Highly efficient removal of Cs(I) using the magnetically separable potassium ferrocyanide: Mechanism, economic analysis, and impact insights

Abstract

Cs nuclides, originating from nuclear weapon tests or compromised nuclear power plants are highly mobile and easily migrate among environmental media, eventually bio-accumulating in the human body and causing serious disease. Reliable and highly efficient removal of Cs(I) ions from radioactive wastewater is of great importance. Herein, a novel magnetic potassium ferrocyanide nanocomposite, viz. K4Fe(CN)6@Fe3O4, was rationally designed for Cs(I) removal. Through a well-controlled in-situ growth method, potassium ferrocyanide [K4Fe(CN)6, KFC] nanocrystals were in-situ grown onto the surface of Fe3O4 nanospheres forming KFC@Fe3O4 nanocomposite.
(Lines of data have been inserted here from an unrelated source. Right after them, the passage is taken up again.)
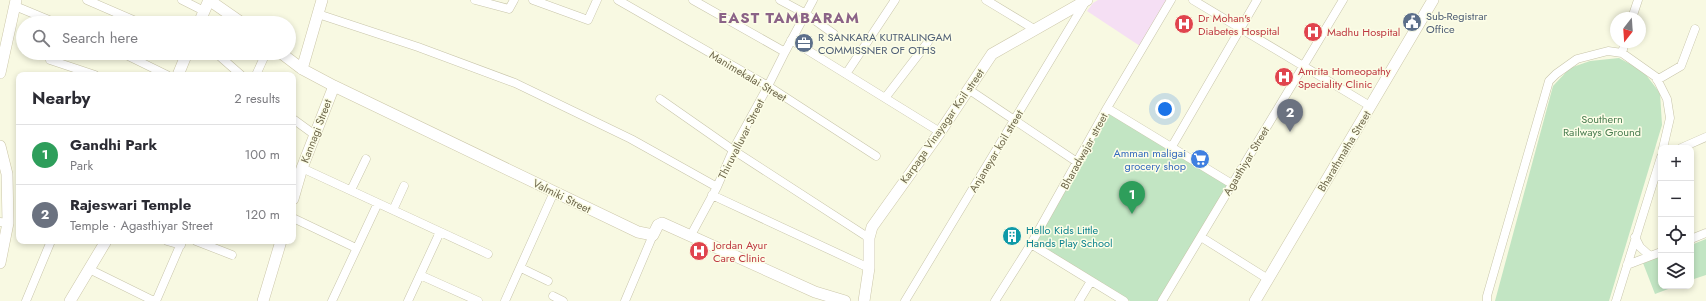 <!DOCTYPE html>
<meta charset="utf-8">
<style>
:root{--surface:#fff;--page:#f2f2f3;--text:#2b2b33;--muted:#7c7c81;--line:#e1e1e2;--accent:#796441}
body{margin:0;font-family:Jost,sans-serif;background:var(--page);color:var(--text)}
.controls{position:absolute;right:12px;bottom:12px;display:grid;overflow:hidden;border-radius:8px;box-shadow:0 2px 6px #0003}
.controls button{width:36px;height:36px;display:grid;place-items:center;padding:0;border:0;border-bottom:1px solid var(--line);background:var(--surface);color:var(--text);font:20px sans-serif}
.compass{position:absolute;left:1610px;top:12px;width:36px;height:36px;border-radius:50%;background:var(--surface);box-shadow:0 2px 6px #0003;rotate:197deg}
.you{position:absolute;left:1165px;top:109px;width:14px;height:14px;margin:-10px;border:3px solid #fff;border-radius:50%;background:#1a73e8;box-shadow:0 0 0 6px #1a73e833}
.badge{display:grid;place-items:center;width:26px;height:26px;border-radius:50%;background:var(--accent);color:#fff;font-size:13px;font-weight:700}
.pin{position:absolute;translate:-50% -33px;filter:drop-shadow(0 1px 2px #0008)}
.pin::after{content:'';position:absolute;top:21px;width:14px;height:12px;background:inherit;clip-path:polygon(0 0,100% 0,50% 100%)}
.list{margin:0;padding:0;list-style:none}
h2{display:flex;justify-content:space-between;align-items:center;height:52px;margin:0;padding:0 16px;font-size:17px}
h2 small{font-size:13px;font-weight:400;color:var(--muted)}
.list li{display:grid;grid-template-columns:26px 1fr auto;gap:12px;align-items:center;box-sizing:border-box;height:60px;padding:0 16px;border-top:1px solid var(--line)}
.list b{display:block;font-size:15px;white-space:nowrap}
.list p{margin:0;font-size:13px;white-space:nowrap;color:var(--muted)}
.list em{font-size:13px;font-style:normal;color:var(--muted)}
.icon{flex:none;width:22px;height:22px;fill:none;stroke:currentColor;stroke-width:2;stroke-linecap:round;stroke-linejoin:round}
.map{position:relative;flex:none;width:1706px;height:301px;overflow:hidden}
.search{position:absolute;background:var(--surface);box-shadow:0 2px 6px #0003;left:16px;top:16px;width:280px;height:44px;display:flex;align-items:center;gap:10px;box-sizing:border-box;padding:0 14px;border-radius:22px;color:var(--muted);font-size:15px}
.panel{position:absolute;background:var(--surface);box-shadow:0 2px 6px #0003;left:16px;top:72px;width:280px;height:172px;border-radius:8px}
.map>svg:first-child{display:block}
</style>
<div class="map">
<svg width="1706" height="301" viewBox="0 0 1706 301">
<rect width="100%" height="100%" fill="#f8f9e2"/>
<path fill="#f5dff4" d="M1098,0H1167L1140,46L1087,11L1093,3Z"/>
<path fill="#c2e5c3" d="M1619,58L1643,71L1660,93L1662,125L1609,301H1495L1553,86L1570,68L1590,61Z
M1107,108L1232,184L1162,301H1130L1033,245Z
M1706,239V275L1691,280V245Z
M1661,256V286H1676L1655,294L1643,263Z"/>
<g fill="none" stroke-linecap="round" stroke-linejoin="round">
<defs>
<path id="street" d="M87,0L140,23
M182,0L204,11
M475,0L509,9L514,0
M533,0L588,20L597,0
M618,0L768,86L876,156
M693,0L785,52
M780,0L806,14L834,34
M986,0L1034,29
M1193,0L1370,106
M15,6L56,23
M318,14L418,47L515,83L631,139L717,187
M1632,18L1638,0
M791,40L940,132
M122,53L167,75
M216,53L241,75
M1622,53L1625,42
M50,60L95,75
M846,74L895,0
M256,75L266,53
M1657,80L1681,66L1695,29
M968,89L1077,162
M885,98L928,42
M660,99L733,150L869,238
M1107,108L1232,184
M293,119L315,135
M1171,148L1257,0
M1681,148L1706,137
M302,168L488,254
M351,190L366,159
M712,195L869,268
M393,210L404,186
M293,218L356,248
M0,222L8,223
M691,235L717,187L733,150L768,86L785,52L813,0
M1201,237L1268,279
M1635,237L1640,247L1650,256
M1691,239L1706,233
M167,241L181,245
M196,241L232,255
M1031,244L1124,301
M1627,265L1661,252
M521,268L548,281
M89,269L154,301
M420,275L478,301
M553,296L563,301
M26,301L51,241
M156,301L182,241
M332,301L378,203
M408,301L440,232
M505,301L554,192
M625,301L653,235
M905,301L1086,1
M995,301L1031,244L1107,108L1171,0
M1079,301L1091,281
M1162,301L1343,0
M1487,301V296L1549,81L1556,74L1577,59L1608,51L1622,53L1656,77L1667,99L1670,118L1663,148
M1616,301L1661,157"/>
<path id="secondary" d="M199,23L209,0L242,23
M281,53L302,69L334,86L638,232L653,235L658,225L662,223L815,292L845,301
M302,69L322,0
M0,73L16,0
M178,75L187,53
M0,146L7,174L8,223L0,263
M293,199L302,168L334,86
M70,301L106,241
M263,301L281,241
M864,301L869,268V238L872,227L940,132L992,54L1087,0
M1255,301L1433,0"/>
</defs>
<use href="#street" stroke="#c8c5aa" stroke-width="9"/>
<use href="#secondary" stroke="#ccc7a9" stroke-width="12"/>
<use href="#street" stroke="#fff" stroke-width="8"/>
<use href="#secondary" stroke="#fff" stroke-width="11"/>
</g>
<defs>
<symbol id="civic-disc" viewBox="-11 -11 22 22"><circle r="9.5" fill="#5c6f8a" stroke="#fcfde7"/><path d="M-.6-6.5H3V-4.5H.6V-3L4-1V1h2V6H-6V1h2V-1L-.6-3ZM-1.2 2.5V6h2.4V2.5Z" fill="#fff"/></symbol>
<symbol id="hospital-disc" viewBox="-11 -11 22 22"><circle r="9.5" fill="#e0444e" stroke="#fcfde7"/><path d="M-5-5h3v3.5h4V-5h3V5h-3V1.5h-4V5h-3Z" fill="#fff"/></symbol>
<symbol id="office-disc" viewBox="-11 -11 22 22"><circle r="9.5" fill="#5c6f8a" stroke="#fcfde7"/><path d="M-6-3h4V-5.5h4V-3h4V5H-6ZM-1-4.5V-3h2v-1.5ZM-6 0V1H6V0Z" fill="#fff"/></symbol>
<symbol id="supermarket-disc" viewBox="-11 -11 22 22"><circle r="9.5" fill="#3f7fe0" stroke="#fcfde7"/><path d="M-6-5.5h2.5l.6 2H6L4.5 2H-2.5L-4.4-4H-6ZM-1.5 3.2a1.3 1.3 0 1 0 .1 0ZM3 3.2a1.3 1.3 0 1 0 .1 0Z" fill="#fff"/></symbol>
<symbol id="building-disc" viewBox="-11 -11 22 22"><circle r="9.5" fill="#0f9aa8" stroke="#fcfde7"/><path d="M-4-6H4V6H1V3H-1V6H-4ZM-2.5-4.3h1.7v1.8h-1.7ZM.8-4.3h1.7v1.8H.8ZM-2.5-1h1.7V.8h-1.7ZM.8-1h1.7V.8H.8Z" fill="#fff"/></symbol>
</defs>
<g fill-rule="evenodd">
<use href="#civic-disc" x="1401" y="11" width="22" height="22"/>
<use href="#hospital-disc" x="1173" y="13" width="22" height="22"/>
<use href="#hospital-disc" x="1302" y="21" width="22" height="22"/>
<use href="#office-disc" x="793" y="32" width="22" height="22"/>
<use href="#hospital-disc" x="1273" y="66" width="22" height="22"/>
<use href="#supermarket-disc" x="1189" y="148" width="22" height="22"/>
<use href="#building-disc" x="1001" y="225" width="22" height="22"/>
<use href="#hospital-disc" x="688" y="240" width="22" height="22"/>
</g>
<g text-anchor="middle" stroke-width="3" stroke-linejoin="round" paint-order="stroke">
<g font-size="11" fill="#4e5e75" stroke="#fcfde7" text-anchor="start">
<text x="1426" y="20">Sub-Registrar<tspan x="1426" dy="13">Office</tspan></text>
<text x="818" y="41">R SANKARA KUTRALINGAM<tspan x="818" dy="13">COMMISSNER OF OTHS</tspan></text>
</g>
<g font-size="11" fill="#be3a42" stroke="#fcfde7" text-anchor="start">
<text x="1198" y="22">Dr Mohan's<tspan x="1198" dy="13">Diabetes Hospital</tspan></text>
<text x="1327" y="36">Madhu Hospital</text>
<text x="1298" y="75">Amrita Homeopathy<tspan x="1298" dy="13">Speciality Clinic</tspan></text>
<text x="713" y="249">Jordan Ayur<tspan x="713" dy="13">Care Clinic</tspan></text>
</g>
<g font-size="11" fill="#6e674b" stroke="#fcfde7">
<text transform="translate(748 76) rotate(31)" y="4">Manimekalai Street</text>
<text transform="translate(942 126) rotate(-55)" y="4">Karpaga Vinayagar Koil street</text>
<text transform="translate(316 131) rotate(-69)" y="4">Kannagi Street</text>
<text transform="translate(741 139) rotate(-63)" y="4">Thiruvalluvar Street</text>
<text transform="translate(996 151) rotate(-59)" y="4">Anjaneyar koil street</text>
<text transform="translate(1084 151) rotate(-61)" y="4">Bharadwajar street</text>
<text transform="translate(1344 151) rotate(-59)" y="4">Bharathmatha Street</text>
<text transform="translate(1246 161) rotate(-59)" y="4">Agasthiyar Street</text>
<text transform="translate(562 196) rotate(26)" y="4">Valmiki Street</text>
</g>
<g font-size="11" fill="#4b7e52" stroke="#fcfde7">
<text x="1602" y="123">Southern<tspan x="1602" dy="13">Railways Ground</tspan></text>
</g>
<g font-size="11" fill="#366cbe" stroke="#fcfde7" text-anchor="end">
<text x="1186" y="157">Amman maligai<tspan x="1186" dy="13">grocery shop</tspan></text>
</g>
<g font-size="11" fill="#0d838f" stroke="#fcfde7" text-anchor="start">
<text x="1026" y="234">Hello Kids Little<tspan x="1026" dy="13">Hands Play School</tspan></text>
</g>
<g font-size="15" font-weight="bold" letter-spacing="1" fill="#8b6387" stroke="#fcfde7">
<text x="789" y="23">EAST TAMBARAM</text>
</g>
</g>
</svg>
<div class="controls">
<button>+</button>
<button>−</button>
<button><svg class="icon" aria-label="locate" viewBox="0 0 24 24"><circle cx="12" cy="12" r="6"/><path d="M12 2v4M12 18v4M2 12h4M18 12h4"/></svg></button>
<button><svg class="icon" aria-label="layers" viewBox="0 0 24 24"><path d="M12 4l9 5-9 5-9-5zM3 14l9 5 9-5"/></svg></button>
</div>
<svg class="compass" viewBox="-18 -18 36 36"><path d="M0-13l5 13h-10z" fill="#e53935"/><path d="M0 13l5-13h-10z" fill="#7c7c81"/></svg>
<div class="you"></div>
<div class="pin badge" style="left:1132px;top:214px;background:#2e9e5b">1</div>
<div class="pin badge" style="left:1290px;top:132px;background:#6b7280">2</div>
<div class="search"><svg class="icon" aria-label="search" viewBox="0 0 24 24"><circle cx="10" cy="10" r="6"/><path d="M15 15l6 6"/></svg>Search here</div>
<section class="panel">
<h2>Nearby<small>2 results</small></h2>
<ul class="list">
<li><span class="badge" style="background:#2e9e5b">1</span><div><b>Gandhi Park</b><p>Park</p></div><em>100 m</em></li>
<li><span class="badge" style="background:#6b7280">2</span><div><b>Rajeswari Temple</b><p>Temple · Agasthiyar Street</p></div><em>120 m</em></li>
</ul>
</section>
</div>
The Cs(I) removal rate of KFC@Fe3O4 can reach over 95% within a relatively short time. Even in the presence of considerable amounts of Na+, Ca2+ and NH4+ ions, KFC@Fe3O4 maintained a considerably high removal rate. KFC@Fe3O4 yielded a relatively lager saturation magnetization value, enabling its rapid separation from the reaction system by introducing an external magnetic field. Notably the embedded potassium in KFC@Fe3O4 plays a vital role in Cs(I) exchange process. The experimental results underscore the superior performance of KFC@Fe3O4 as a potential Cs(I) adsorbent in wastewater. The implications of this study reach extend beyond mere technological advancements, highlighting that the application of this novel methodology for nuclear wastewater treatment requires the engagement of a broad spectrum of potential users. Overall, this study elucidated the mechanism of Cs(I) removal by KFC@Fe3O4, ad developed an eco-friendly and cost-effective strategy for radioactive wastewater purification, while deliberating on the advantages and potential challenges of scaling up the material and process for future application.